Task description: For each line below that includes the string "image", show the whole line.

(Material provided Opens)

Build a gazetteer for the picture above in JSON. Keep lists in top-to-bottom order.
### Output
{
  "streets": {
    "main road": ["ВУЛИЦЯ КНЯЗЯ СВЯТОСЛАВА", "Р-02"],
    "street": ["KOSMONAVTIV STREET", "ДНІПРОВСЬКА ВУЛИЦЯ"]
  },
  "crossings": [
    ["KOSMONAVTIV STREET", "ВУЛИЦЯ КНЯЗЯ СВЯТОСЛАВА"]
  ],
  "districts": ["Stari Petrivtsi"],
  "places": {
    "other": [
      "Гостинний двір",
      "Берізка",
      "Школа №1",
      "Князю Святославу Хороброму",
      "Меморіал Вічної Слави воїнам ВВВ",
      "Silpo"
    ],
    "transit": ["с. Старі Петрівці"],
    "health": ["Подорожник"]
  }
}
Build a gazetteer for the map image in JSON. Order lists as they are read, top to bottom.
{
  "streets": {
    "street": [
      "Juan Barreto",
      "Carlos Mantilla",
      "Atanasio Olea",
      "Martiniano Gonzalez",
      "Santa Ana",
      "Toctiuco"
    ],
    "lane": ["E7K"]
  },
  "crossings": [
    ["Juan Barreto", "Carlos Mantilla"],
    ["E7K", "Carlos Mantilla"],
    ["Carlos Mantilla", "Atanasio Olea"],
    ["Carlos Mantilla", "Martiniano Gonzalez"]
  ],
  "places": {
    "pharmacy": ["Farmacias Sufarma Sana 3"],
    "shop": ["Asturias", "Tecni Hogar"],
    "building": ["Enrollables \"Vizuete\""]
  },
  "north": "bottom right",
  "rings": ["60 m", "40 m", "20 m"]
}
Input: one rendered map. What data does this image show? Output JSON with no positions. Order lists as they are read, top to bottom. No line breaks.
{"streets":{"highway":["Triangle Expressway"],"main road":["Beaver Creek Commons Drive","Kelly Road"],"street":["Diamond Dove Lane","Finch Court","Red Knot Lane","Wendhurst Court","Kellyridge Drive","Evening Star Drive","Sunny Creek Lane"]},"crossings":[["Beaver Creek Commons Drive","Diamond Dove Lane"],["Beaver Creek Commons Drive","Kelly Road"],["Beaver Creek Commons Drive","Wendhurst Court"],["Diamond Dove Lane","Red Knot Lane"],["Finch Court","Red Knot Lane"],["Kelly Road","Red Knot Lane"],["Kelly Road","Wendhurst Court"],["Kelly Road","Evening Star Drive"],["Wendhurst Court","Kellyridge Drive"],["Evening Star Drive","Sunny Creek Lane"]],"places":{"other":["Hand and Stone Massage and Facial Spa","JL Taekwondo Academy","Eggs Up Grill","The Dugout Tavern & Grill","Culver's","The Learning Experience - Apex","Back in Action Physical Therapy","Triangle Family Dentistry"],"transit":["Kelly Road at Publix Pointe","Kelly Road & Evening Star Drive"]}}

(Material provided Closes)

Output of the exercise:
Build a gazetteer for the map image in JSON. Order lists as they are read, top to bottom.
Input: one rendered map. What data does this image show? Output JSON with no positions. Order lists as they are read, top to bottom. No line breaks.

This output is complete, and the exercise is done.